Saved entries:
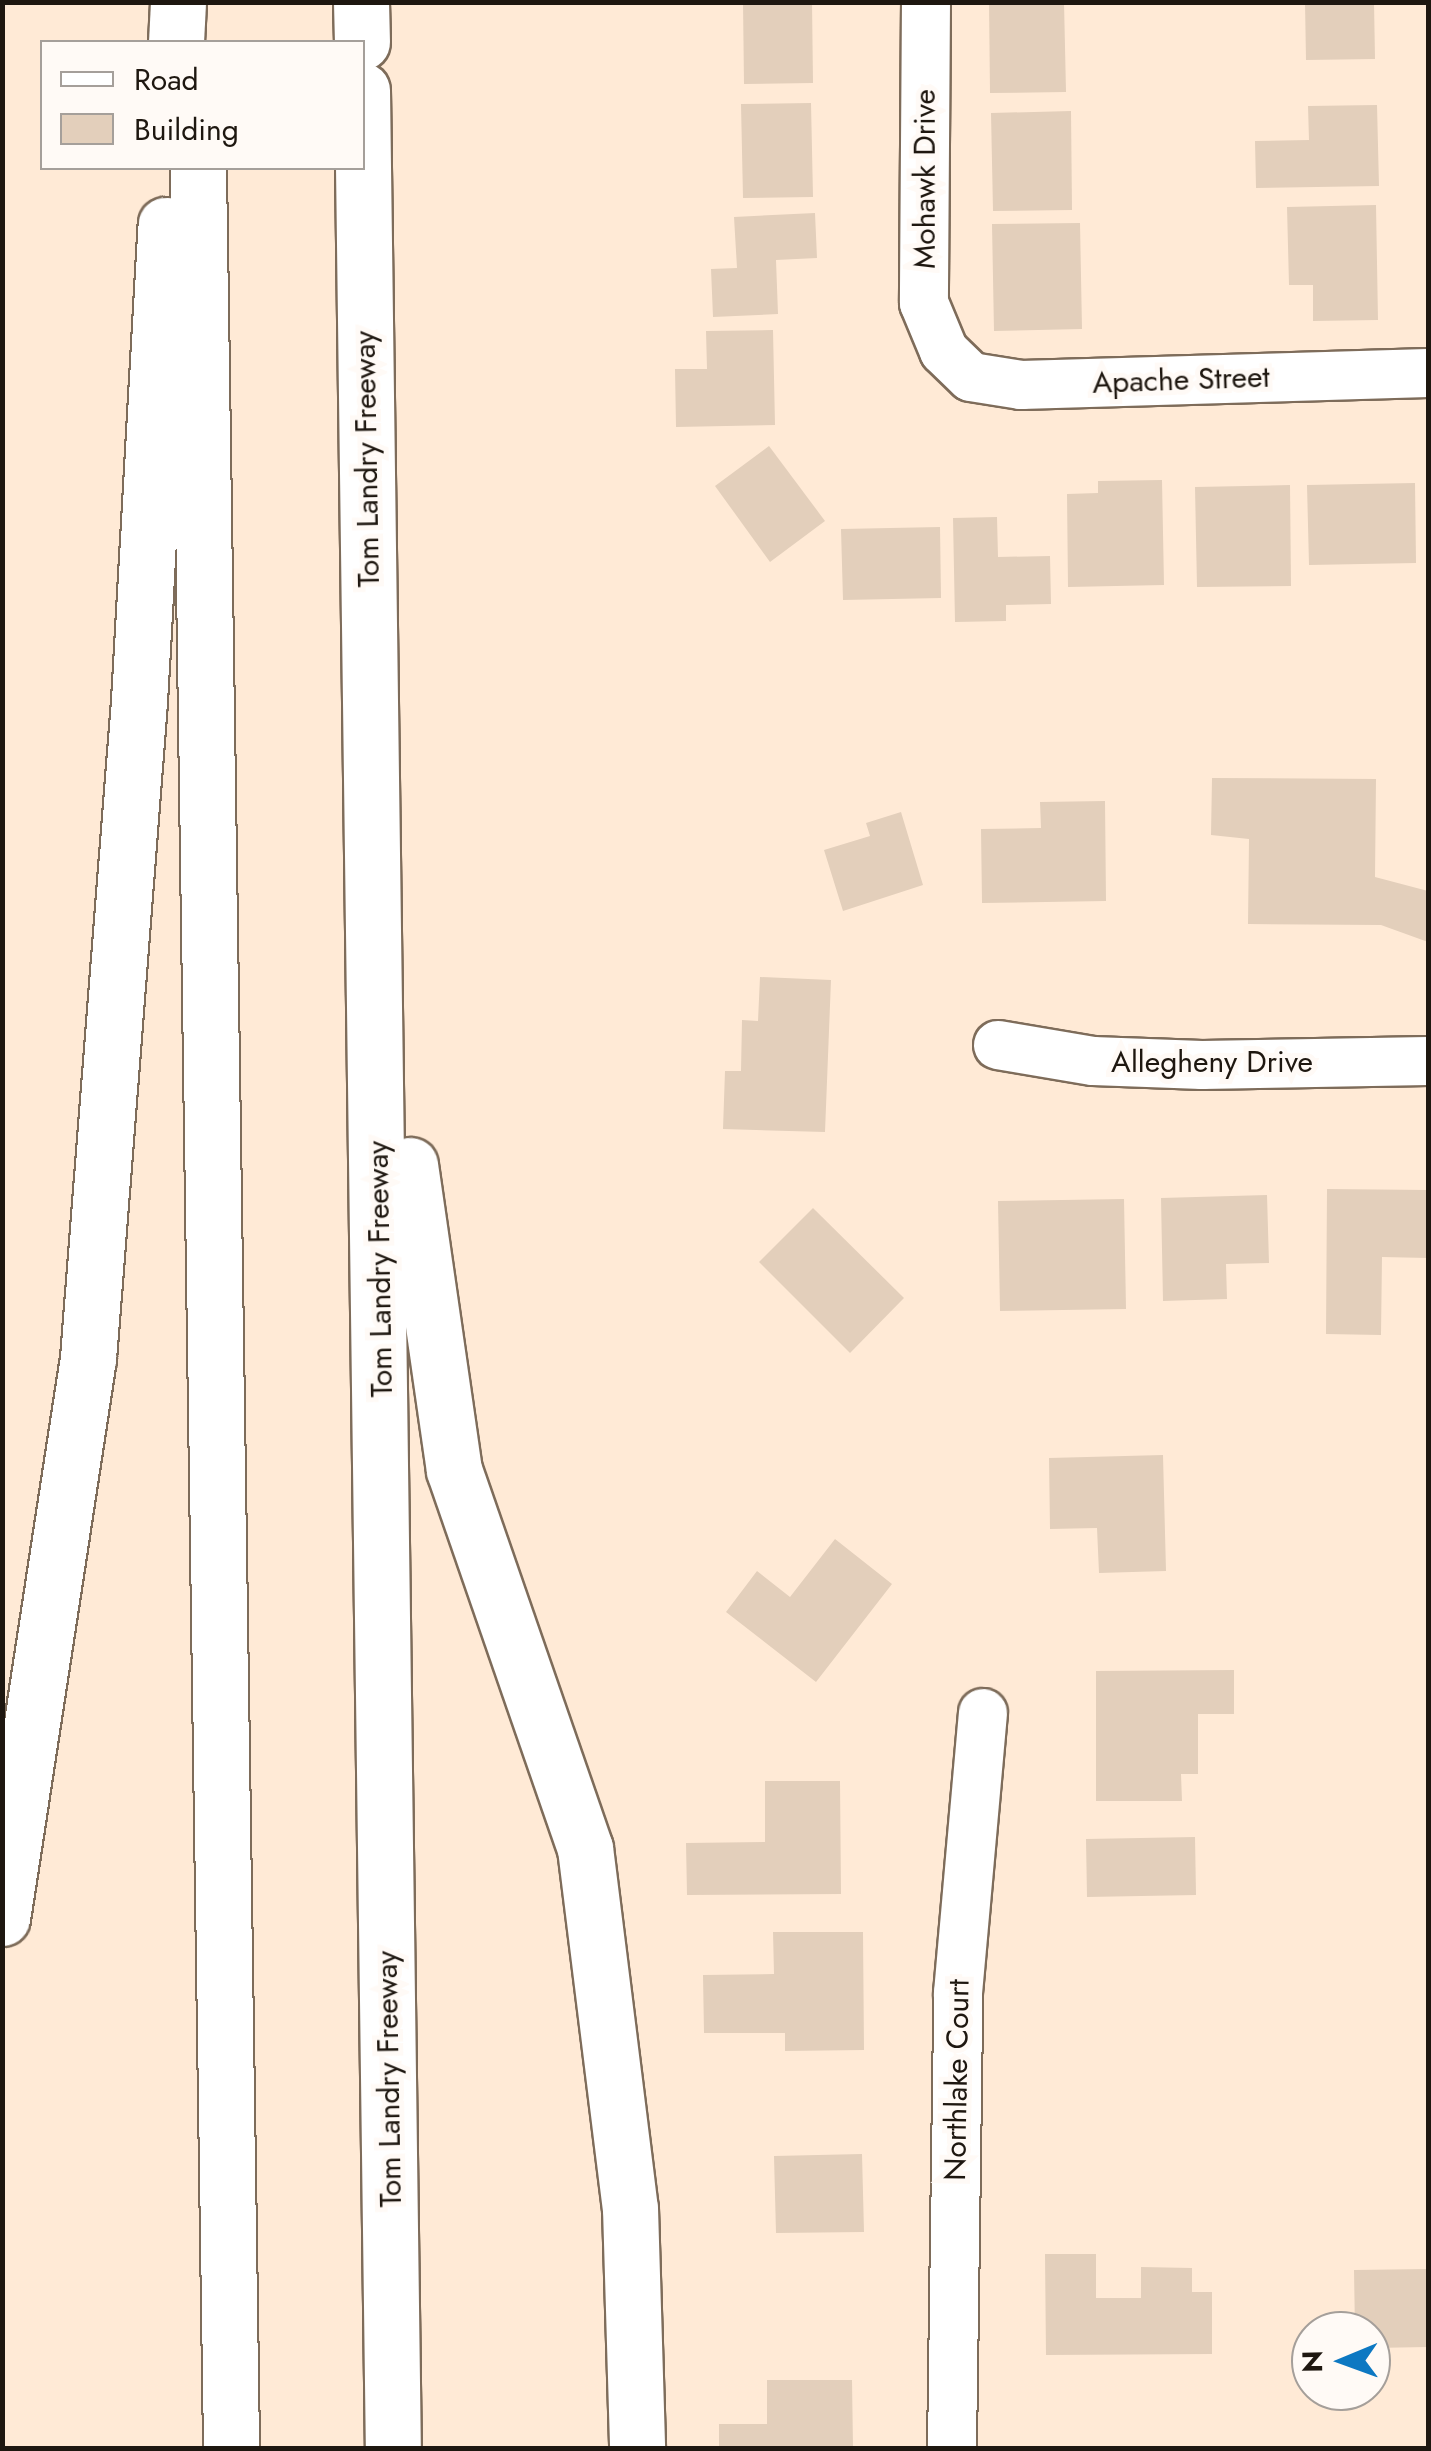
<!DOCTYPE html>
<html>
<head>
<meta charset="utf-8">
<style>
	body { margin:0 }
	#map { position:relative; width:1431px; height:2451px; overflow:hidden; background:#ffead6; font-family:Jost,sans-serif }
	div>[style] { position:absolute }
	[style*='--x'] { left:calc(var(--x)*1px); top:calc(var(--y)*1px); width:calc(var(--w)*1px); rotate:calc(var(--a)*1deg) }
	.building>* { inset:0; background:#e3cfbb }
	.roads { filter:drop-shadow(2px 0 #7e6c5a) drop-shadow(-2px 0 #7e6c5a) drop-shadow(0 2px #7e6c5a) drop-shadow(0 -2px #7e6c5a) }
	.minor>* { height:48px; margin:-24px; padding:0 24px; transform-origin:24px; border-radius:24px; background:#fff }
	.motorway>* { height:55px; margin:-27.5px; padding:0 27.5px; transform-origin:27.5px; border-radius:27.5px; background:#fff }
	span { translate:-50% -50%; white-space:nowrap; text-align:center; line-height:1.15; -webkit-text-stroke:10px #fffaf6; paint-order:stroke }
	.street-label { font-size:30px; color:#1e1710 }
	.frame { position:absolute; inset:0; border:5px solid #1e1710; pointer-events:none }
	.legend { position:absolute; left:40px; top:40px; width:325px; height:130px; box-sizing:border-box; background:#fffaf6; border:2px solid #a59f9a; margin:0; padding:12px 18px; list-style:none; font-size:30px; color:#1e1710 }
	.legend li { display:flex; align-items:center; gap:20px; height:50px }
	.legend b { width:50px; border:2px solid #a59f9a }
	.north { position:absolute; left:1291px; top:2311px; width:100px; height:100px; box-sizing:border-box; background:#fffaf6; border:2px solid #a59f9a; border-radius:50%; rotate:269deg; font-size:28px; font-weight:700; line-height:40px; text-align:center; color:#1e1710 }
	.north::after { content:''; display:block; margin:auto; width:35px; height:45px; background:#0d78c2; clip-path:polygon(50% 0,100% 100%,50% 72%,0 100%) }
</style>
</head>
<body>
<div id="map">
	<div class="building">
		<i style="clip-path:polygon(743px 2px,812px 2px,813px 83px,744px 84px)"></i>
		<i style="clip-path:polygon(989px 2px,1064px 2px,1066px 92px,990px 93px)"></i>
		<i style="clip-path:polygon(1305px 2px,1374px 2px,1375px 59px,1306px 60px)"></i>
		<i style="clip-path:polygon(811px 103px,813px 197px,743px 198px,741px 104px)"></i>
		<i style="clip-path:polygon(1377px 105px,1379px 186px,1256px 188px,1255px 141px,1309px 140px,1308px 106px)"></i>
		<i style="clip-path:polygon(1071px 111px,1072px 210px,993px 211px,991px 113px)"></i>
		<i style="clip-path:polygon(1376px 205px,1378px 320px,1313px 321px,1313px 285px,1289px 285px,1287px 207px)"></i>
		<i style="clip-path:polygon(815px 213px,817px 258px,776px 260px,778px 314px,713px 317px,711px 269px,737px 268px,734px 217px)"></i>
		<i style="clip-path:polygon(1080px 223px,1082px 329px,994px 331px,992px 224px)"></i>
		<i style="clip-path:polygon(773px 330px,775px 425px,676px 427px,675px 369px,707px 369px,706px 331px)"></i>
		<i style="clip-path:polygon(769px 446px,825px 521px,770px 562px,715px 486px)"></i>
		<i style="clip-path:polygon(1162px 480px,1164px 585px,1068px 587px,1067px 494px,1098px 493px,1098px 481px)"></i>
		<i style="clip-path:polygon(1415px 483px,1416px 563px,1309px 565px,1307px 485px)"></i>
		<i style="clip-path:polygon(1290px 485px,1291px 586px,1197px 587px,1195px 487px)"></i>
		<i style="clip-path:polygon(997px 517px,998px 557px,1050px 556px,1051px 604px,1006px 605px,1006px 621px,955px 622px,953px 518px)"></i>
		<i style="clip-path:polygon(940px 527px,941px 598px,843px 600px,841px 529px)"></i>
		<i style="clip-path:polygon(1212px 778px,1376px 779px,1375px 877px,1428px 891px,1428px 942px,1381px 925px,1248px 924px,1249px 839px,1211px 835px)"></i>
		<i style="clip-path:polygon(1105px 801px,1106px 901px,982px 903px,981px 829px,1041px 828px,1040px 802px)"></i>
		<i style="clip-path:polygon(901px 812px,923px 885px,843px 911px,824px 850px,870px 836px,866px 823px)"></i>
		<i style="clip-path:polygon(760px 977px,831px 980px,825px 1132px,723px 1129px,725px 1071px,741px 1071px,742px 1020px,758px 1021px)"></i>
		<i style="clip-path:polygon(1327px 1189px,1428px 1190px,1428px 1258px,1382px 1257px,1381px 1335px,1326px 1334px)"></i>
		<i style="clip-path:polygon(1267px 1195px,1269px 1263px,1226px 1264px,1227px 1299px,1163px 1301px,1161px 1198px)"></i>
		<i style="clip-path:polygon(1124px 1199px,1126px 1309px,1000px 1311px,998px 1201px)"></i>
		<i style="clip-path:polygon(813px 1208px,904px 1298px,850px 1353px,759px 1262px)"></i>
		<i style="clip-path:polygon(1163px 1455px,1166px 1571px,1099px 1573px,1097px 1528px,1050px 1529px,1049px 1458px)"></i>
		<i style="clip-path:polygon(835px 1539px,892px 1584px,816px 1682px,726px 1612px,757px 1571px,790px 1597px)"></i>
		<i style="clip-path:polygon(1234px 1670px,1234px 1714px,1198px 1714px,1198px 1774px,1181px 1774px,1182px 1801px,1096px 1801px,1096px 1671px)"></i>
		<i style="clip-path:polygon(765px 1781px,840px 1781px,841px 1894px,687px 1895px,686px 1843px,765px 1842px)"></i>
		<i style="clip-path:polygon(1195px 1837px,1196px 1895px,1087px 1897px,1086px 1839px)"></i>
		<i style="clip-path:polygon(773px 1932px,863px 1932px,864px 2050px,785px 2051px,785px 2033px,704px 2033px,703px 1975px,774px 1974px)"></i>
		<i style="clip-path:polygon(862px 2154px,864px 2232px,776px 2233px,774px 2156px)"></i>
		<i style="clip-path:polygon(1045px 2254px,1096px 2254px,1096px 2298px,1141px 2298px,1141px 2267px,1192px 2268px,1192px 2292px,1212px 2292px,1212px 2354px,1046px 2355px)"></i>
		<i style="clip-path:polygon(1428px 2269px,1428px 2347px,1371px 2348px,1371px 2331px,1355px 2331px,1354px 2270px)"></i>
		<i style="clip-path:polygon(767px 2380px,852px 2380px,853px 2448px,719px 2448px,719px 2424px,767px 2424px)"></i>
	</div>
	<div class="roads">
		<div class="minor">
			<i style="--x:926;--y:2;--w:301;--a:90.4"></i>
			<i style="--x:924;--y:303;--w:52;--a:67.4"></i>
			<i style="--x:944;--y:351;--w:37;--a:44"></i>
			<i style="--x:971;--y:377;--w:51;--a:9.1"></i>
			<i style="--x:1021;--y:385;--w:407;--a:-1.7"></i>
			<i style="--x:998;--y:1045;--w:96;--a:9.6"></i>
			<i style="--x:1093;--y:1061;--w:109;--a:2.1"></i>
			<i style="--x:1202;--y:1065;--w:226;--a:-1"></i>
			<i style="--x:952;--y:2448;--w:455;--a:-89.2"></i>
			<i style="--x:958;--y:1993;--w:281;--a:-84.9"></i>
		</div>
		<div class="motorway">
			<i style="--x:361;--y:2;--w:40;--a:88.6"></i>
			<i style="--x:176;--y:42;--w:40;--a:-87.1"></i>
			<i style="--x:362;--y:90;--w:2358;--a:89.25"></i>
			<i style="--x:198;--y:168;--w:2280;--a:89.17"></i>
			<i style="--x:410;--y:1165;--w:308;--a:81.8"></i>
			<i style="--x:454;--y:1470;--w:400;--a:70.9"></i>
			<i style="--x:585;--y:1848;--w:363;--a:82.9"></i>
			<i style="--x:630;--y:2208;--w:240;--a:88.3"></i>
			<i style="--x:2;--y:1918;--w:567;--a:-81.27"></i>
			<i style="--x:88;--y:1358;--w:659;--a:-85.56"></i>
			<i style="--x:139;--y:701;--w:477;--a:-86.8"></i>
		</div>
	</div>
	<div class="street-label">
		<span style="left:925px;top:179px;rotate:-90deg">Mohawk Drive</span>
		<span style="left:1181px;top:380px;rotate:-2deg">Apache Street</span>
		<span style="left:367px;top:459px;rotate:-91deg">Tom Landry Freeway</span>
		<span style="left:1212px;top:1062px">Allegheny Drive</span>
		<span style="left:380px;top:1269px;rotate:-91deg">Tom Landry Freeway</span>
		<span style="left:389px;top:2079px;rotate:-91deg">Tom Landry Freeway</span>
		<span style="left:957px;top:2080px;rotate:-89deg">Northlake Court</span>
	</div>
	<div class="frame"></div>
	<ul class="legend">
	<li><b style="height:12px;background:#fff"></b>Road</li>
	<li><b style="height:28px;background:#e3cfbb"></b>Building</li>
	</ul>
	<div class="north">N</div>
</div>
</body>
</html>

■ TASK DESCRIPTION
From the first line of the records down through the line containing "translate:-50% -50%; white-space:nowrap;", transcribe exactly those lines and no others, both ends kept, pictures dropped.

■ RESULT OF THE EXERCISE
<!DOCTYPE html>
<html>
<head>
<meta charset="utf-8">
<style>
	body { margin:0 }
	#map { position:relative; width:1431px; height:2451px; overflow:hidden; background:#ffead6; font-family:Jost,sans-serif }
	div>[style] { position:absolute }
	[style*='--x'] { left:calc(var(--x)*1px); top:calc(var(--y)*1px); width:calc(var(--w)*1px); rotate:calc(var(--a)*1deg) }
	.building>* { inset:0; background:#e3cfbb }
	.roads { filter:drop-shadow(2px 0 #7e6c5a) drop-shadow(-2px 0 #7e6c5a) drop-shadow(0 2px #7e6c5a) drop-shadow(0 -2px #7e6c5a) }
	.minor>* { height:48px; margin:-24px; padding:0 24px; transform-origin:24px; border-radius:24px; background:#fff }
	.motorway>* { height:55px; margin:-27.5px; padding:0 27.5px; transform-origin:27.5px; border-radius:27.5px; background:#fff }
	span { translate:-50% -50%; white-space:nowrap; text-align:center; line-height:1.15; -webkit-text-stroke:10px #fffaf6; paint-order:stroke }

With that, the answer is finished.